Around 8:30 I decided it was time to head back down. The challenge with going down the mountain was the sun had already been warming the snow which makes it soft with less traction (even with micro spikes).
This becomes an exhausting process, particularly toward the end of the steep descent. When the slope started to shallow out, the hike felt a lot like walking on very loose, dry sand.
Was back at base camp around 12:30 and I promptly at some lunch and went back to bed. The rest of the group trickled in throughout the next 1.5 hours. Each with the same agenda... Eat and sleep.
Around 3:00 we all started to pack up and look to make it 8 more miles to Tyndall Creek. Zinger (Nat) and I walked the first 3-4 miles before catching up to the group at a river crossing. It was the first that we all had to think about.
Before going through, we searched up and down the River for rocks or logs we could use to get across without getting wet.

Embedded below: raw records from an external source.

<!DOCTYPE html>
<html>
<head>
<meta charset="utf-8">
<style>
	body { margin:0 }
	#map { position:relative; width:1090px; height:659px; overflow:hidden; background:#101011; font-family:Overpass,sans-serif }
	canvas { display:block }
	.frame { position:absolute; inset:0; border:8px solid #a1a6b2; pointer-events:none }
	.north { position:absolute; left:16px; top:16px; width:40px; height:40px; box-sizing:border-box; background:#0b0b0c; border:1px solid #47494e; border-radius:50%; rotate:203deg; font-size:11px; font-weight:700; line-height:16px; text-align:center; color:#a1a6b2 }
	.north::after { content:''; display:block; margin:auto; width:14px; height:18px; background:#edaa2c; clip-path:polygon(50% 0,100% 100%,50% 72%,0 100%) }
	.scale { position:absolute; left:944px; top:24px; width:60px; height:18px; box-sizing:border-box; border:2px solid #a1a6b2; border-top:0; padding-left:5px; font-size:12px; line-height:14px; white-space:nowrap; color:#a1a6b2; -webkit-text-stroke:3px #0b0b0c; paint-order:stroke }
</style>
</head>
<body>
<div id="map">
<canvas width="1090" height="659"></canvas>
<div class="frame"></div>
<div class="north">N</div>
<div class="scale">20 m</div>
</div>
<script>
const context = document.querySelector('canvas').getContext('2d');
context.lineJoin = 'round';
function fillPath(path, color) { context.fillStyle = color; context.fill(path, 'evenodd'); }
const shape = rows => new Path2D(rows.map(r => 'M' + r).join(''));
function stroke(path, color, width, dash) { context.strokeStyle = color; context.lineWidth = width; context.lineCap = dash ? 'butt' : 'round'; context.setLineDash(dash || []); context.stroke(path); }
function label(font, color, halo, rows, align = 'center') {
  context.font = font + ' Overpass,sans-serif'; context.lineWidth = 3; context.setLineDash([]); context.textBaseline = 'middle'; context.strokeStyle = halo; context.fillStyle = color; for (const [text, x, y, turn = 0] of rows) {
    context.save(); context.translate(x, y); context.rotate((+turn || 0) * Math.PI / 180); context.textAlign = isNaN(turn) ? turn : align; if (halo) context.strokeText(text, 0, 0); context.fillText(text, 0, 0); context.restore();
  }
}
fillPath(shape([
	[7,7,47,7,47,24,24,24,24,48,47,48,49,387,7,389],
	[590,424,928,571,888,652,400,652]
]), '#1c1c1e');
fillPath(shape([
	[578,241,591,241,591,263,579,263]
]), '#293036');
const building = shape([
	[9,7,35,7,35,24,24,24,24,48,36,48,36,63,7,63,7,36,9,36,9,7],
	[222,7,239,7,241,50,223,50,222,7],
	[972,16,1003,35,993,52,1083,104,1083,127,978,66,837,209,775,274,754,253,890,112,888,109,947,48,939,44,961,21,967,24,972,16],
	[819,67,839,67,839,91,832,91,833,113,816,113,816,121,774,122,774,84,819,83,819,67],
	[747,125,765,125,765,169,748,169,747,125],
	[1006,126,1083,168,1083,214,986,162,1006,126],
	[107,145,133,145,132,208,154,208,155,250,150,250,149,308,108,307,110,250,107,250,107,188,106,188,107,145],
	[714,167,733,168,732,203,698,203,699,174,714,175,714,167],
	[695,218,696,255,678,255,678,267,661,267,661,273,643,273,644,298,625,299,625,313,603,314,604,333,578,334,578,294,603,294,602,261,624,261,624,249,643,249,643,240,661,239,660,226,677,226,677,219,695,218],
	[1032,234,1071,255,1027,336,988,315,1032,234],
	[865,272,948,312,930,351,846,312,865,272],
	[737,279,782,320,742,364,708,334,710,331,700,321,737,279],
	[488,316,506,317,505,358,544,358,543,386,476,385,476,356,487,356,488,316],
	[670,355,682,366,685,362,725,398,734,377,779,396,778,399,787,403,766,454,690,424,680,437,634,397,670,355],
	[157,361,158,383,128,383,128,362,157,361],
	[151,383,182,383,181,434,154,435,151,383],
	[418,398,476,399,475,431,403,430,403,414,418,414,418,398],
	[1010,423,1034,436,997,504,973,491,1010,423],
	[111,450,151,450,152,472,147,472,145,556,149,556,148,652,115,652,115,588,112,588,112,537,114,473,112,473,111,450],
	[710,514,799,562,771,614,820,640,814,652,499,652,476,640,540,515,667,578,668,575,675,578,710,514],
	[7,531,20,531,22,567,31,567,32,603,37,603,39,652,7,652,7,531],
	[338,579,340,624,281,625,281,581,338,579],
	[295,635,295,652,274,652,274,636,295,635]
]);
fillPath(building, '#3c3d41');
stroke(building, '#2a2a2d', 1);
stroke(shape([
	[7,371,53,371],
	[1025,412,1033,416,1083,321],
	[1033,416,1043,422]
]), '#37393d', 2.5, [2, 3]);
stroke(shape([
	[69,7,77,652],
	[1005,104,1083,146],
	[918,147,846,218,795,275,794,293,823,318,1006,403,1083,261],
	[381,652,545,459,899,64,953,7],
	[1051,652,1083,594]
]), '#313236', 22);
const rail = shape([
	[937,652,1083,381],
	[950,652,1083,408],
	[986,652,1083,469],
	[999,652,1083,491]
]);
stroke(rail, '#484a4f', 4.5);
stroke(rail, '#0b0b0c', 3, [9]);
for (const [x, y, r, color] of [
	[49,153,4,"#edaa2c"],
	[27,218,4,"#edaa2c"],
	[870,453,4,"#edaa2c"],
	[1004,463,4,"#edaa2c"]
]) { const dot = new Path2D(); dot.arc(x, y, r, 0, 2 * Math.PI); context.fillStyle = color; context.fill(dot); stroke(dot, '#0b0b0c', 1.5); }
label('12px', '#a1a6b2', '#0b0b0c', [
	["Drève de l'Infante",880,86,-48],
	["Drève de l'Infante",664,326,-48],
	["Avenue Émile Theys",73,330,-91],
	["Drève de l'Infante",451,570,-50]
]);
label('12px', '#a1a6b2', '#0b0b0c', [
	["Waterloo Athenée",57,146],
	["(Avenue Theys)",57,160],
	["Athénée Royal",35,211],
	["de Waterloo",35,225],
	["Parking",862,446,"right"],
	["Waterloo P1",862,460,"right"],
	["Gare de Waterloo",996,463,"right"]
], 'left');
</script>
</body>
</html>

There was none. All of our shoes were slightly wet from all of the snow walking (lots of post-holing). Because of this we all decide it would be smart to leave them on to make it easier to walk across the rocks.
With success we cross, but feel a little chilled from the icy water. The best way to remedy for this is to walk... Fast. We came to one or two more crossings like this which left us all mentally tired and ready to be at camp. But we still had 3ish miles to get to Tyndall Creek. After the last climb of the day, we hiked on a alpine meadow saw a small storm building and the sun go down. All we could do we could do is keep walking.
Arriving at Tyndall Creek just before we needed headlamps, I pushed to have us cross today rather than tomorrow morning. It didn't seem much stronger than the previous ones, however it was much longer.
On the other side, we were greater with a warm fire started by hikers a little earlier. It was quite an incredible feeling to have the warmth of a fire after such a long, but very memorable, day.
Tomorrow is Kearsarge Pass, which is the tallest on the trip 13,200' and is known to be somewhat dangerous. Luckily I get to sleep in till 4:00 am. I don't think it will be enough.